§ EXERCISE
Your reply must contain the full listing below, reproduced exactly, but no pictures.

____________

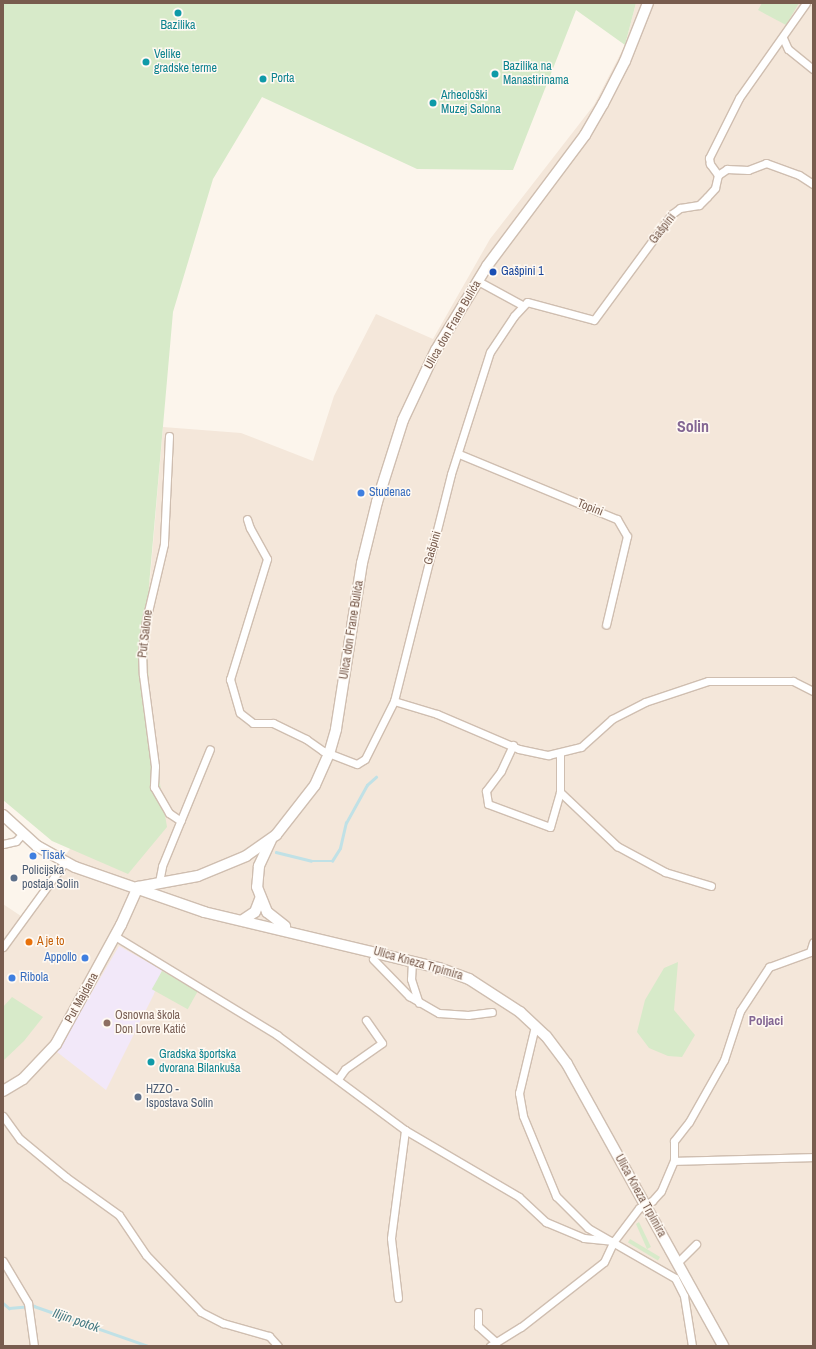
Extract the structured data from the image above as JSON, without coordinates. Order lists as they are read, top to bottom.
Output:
{
  "streets": {
    "street": [
      "Gašpini",
      "Ulica don Frane Bulića",
      "Topini",
      "Put Salone",
      "Ulica Kneza Trpimira",
      "Put Majdana"
    ]
  },
  "crossings": [
    ["Gašpini", "Ulica don Frane Bulića"],
    ["Gašpini", "Topini"],
    ["Ulica don Frane Bulića", "Ulica Kneza Trpimira"],
    ["Ulica don Frane Bulića", "Put Majdana"],
    ["Ulica Kneza Trpimira", "Put Majdana"]
  ],
  "districts": ["Solin", "Poljaci"],
  "water": ["Ilijin potok"],
  "places": [
    "Bazilika",
    "Velike gradske terme",
    "Bazilika na Manastirinama",
    "Porta",
    "Arheološki Muzej Salona",
    "Gašpini 1",
    "Studenac",
    "Tisak",
    "Policijska postaja Solin",
    "A je to",
    "Appollo",
    "Ribola",
    "Osnovna škola Don Lovre Katić",
    "Gradska športska dvorana Bilankuša",
    "HZZO - Ispostava Solin"
  ]
}
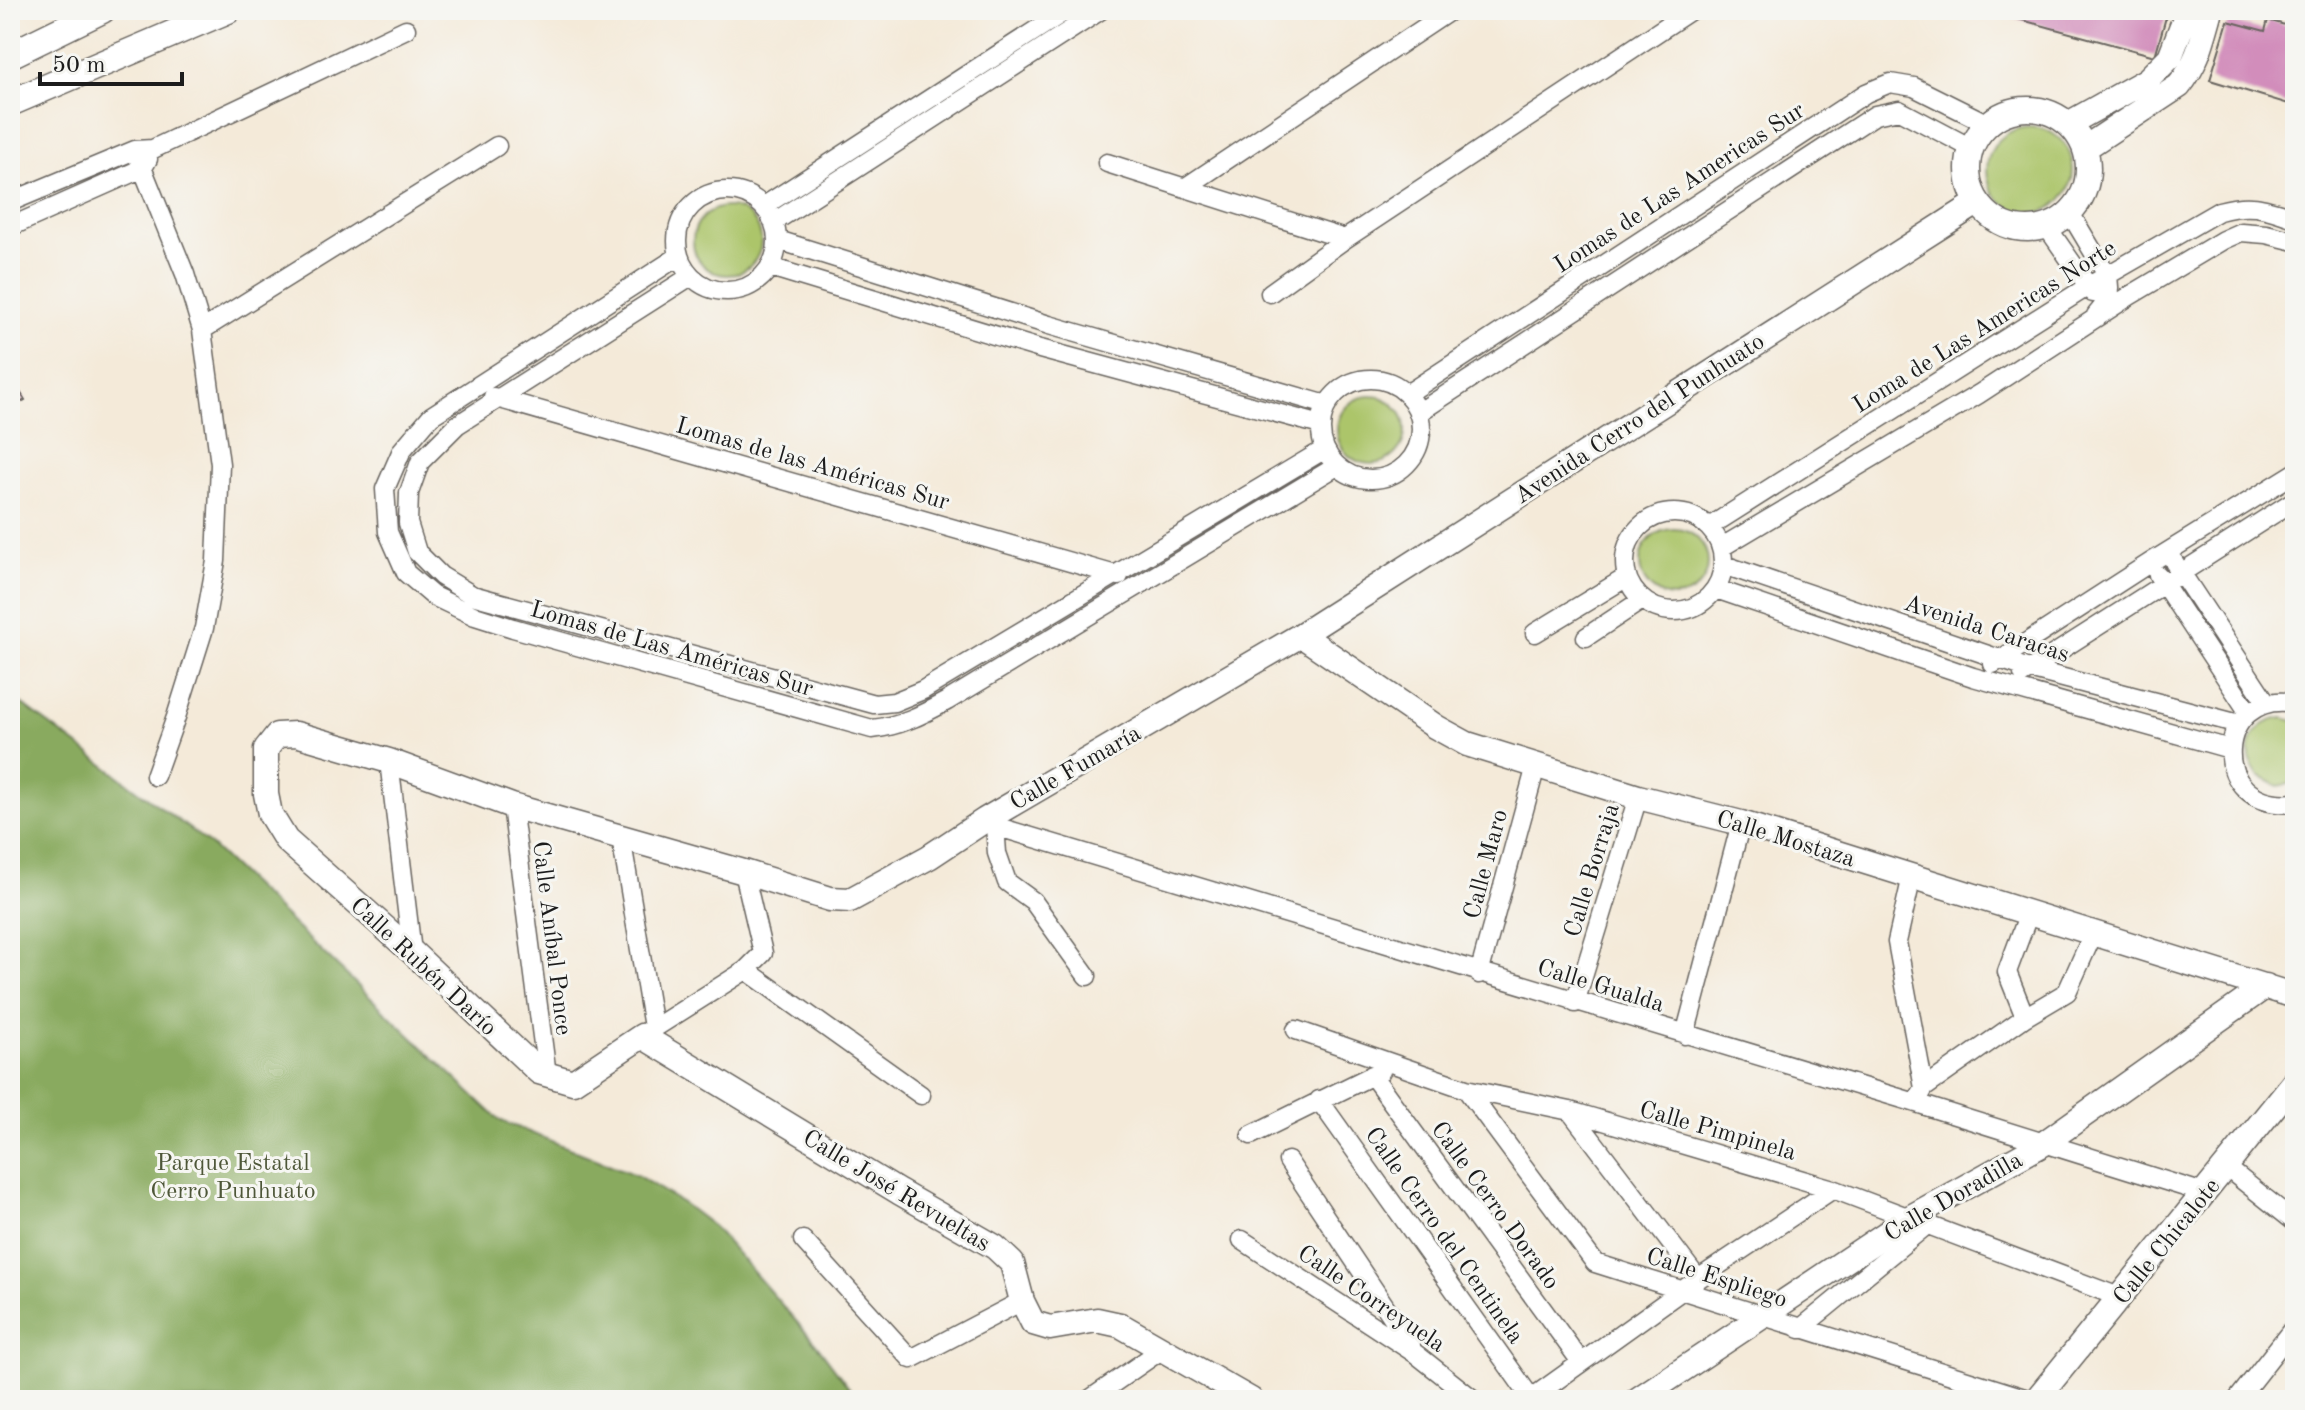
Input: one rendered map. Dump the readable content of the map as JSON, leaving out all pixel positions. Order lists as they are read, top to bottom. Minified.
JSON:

____________

§ ANSWER TO THIS PROBLEM
Extract the structured data from the image above as JSON, without coordinates. Order lists as they are read, top to bottom.
Output:
{
  "streets": {
    "street": [
      "Gašpini",
      "Ulica don Frane Bulića",
      "Topini",
      "Put Salone",
      "Ulica Kneza Trpimira",
      "Put Majdana"
    ]
  },
  "crossings": [
    ["Gašpini", "Ulica don Frane Bulića"],
    ["Gašpini", "Topini"],
    ["Ulica don Frane Bulića", "Ulica Kneza Trpimira"],
    ["Ulica don Frane Bulića", "Put Majdana"],
    ["Ulica Kneza Trpimira", "Put Majdana"]
  ],
  "districts": ["Solin", "Poljaci"],
  "water": ["Ilijin potok"],
  "places": [
    "Bazilika",
    "Velike gradske terme",
    "Bazilika na Manastirinama",
    "Porta",
    "Arheološki Muzej Salona",
    "Gašpini 1",
    "Studenac",
    "Tisak",
    "Policijska postaja Solin",
    "A je to",
    "Appollo",
    "Ribola",
    "Osnovna škola Don Lovre Katić",
    "Gradska športska dvorana Bilankuša",
    "HZZO - Ispostava Solin"
  ]
}
Input: one rendered map. Dump the readable content of the map as JSON, leaving out all pixel positions. Order lists as they are read, top to bottom. Minified.
JSON:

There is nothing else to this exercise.